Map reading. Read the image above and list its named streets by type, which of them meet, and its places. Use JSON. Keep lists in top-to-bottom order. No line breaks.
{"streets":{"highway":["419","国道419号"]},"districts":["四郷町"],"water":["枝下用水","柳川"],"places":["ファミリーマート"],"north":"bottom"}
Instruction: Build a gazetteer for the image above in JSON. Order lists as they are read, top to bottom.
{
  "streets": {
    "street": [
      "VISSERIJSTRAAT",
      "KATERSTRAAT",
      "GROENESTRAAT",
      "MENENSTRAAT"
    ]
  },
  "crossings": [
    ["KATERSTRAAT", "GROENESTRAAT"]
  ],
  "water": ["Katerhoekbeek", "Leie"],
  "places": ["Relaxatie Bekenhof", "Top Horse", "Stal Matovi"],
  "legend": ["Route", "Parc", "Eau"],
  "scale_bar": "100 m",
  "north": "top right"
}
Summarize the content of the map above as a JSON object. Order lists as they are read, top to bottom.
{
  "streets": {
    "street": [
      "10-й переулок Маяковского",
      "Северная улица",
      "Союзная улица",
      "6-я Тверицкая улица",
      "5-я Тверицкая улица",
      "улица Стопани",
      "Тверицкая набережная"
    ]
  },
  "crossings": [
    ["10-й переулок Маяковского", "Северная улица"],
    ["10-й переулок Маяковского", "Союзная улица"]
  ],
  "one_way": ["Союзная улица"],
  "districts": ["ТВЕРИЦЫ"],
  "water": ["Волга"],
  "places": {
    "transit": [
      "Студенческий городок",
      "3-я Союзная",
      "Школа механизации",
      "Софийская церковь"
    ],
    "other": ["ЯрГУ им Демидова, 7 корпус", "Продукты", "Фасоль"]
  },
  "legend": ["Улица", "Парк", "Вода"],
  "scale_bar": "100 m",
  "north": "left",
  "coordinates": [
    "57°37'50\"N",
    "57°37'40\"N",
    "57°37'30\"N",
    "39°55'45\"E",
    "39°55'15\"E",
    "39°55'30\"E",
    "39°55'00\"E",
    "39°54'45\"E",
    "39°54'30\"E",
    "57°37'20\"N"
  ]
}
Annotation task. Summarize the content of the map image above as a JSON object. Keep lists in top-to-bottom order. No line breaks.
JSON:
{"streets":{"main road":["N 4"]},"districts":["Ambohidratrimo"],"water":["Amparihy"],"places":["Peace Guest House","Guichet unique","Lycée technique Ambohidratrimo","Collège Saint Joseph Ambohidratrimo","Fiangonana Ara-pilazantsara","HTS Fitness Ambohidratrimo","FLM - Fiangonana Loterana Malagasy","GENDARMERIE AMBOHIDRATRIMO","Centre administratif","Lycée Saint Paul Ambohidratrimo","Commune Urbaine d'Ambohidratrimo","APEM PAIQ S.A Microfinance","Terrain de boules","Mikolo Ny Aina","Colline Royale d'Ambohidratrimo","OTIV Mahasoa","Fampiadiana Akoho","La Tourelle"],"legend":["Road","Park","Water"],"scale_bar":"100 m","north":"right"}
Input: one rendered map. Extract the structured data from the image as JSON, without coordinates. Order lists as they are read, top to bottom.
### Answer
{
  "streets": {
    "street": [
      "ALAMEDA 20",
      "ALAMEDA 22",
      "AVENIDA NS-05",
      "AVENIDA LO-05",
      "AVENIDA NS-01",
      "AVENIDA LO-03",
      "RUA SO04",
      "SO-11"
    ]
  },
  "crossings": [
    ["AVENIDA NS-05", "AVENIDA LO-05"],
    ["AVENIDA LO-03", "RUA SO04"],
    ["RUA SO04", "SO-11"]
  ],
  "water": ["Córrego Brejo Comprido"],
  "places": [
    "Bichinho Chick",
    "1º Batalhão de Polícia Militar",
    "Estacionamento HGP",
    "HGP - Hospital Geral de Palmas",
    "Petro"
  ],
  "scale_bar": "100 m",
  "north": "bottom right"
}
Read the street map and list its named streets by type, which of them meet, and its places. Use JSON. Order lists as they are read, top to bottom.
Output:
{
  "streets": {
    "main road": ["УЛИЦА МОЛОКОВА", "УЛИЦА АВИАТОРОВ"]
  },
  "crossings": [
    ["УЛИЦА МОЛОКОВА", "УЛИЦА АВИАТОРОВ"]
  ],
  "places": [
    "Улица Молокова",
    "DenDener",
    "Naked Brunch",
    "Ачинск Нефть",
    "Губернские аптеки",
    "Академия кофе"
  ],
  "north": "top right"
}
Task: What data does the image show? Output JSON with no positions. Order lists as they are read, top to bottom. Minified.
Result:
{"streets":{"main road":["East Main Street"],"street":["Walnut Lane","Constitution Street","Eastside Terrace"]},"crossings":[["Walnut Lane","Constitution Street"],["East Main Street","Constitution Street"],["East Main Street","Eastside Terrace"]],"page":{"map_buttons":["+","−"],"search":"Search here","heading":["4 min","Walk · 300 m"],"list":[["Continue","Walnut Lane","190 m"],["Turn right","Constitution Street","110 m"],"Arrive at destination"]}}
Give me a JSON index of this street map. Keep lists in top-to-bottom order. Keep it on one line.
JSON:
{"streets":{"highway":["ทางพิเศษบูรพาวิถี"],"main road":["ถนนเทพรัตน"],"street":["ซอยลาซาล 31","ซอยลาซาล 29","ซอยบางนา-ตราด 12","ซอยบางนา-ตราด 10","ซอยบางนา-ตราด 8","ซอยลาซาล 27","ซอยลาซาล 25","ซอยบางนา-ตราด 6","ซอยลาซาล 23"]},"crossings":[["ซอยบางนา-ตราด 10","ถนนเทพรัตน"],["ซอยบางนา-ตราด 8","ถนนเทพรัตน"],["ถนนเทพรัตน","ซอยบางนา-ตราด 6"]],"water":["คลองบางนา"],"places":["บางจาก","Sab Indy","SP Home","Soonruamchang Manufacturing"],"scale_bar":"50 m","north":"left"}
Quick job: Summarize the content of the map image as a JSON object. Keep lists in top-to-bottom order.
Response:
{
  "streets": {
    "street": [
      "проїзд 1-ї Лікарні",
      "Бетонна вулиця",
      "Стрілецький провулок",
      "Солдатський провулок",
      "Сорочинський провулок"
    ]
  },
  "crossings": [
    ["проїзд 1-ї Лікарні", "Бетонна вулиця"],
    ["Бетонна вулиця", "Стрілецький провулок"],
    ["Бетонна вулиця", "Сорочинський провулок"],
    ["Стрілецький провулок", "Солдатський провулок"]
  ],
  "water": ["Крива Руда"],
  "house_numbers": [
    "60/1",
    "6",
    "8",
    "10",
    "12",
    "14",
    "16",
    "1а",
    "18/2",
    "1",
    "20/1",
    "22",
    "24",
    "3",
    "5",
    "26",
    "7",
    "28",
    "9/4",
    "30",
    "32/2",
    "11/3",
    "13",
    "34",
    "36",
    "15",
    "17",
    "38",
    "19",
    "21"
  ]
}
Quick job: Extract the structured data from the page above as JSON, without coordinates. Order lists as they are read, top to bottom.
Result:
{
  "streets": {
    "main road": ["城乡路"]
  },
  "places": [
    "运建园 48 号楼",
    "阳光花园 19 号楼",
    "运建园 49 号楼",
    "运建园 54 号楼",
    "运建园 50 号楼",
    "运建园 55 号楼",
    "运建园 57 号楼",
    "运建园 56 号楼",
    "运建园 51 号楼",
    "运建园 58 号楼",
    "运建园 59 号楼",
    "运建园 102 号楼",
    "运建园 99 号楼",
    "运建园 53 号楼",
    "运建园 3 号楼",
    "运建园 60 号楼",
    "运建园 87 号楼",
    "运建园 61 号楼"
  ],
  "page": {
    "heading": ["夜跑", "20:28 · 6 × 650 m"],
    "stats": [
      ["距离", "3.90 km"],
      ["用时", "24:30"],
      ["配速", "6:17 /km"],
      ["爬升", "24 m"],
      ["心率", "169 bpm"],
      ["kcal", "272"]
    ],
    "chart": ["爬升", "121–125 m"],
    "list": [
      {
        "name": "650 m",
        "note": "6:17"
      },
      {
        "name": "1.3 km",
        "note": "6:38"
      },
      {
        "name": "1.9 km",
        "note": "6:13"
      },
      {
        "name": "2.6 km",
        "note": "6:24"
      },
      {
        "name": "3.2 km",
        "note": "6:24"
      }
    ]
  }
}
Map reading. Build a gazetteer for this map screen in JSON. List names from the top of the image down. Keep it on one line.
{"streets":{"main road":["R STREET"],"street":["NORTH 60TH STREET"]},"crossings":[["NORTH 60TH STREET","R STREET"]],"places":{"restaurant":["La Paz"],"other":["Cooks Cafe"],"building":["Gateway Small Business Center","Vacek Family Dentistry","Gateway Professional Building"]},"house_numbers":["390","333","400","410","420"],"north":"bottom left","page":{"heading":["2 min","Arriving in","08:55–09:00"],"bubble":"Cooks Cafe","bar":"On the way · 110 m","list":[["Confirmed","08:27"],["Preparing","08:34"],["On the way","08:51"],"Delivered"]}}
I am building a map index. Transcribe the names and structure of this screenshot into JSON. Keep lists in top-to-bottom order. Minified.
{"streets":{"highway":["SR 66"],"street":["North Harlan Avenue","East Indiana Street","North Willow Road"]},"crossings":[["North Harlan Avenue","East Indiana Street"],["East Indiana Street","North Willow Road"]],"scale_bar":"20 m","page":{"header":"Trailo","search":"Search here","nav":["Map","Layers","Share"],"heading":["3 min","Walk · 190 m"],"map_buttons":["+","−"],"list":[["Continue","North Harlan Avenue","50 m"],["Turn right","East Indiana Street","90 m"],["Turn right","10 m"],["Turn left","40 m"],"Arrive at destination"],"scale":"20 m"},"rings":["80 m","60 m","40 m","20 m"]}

================

The problem » The expected result is a copy of each line in the records where "without" appears.

Result of the exercise »
Input: one rendered map. Extract the structured data from the image as JSON, without coordinates. Order lists as they are read, top to bottom.
Quick job: Extract the structured data from the page above as JSON, without coordinates. Order lists as they are read, top to bottom.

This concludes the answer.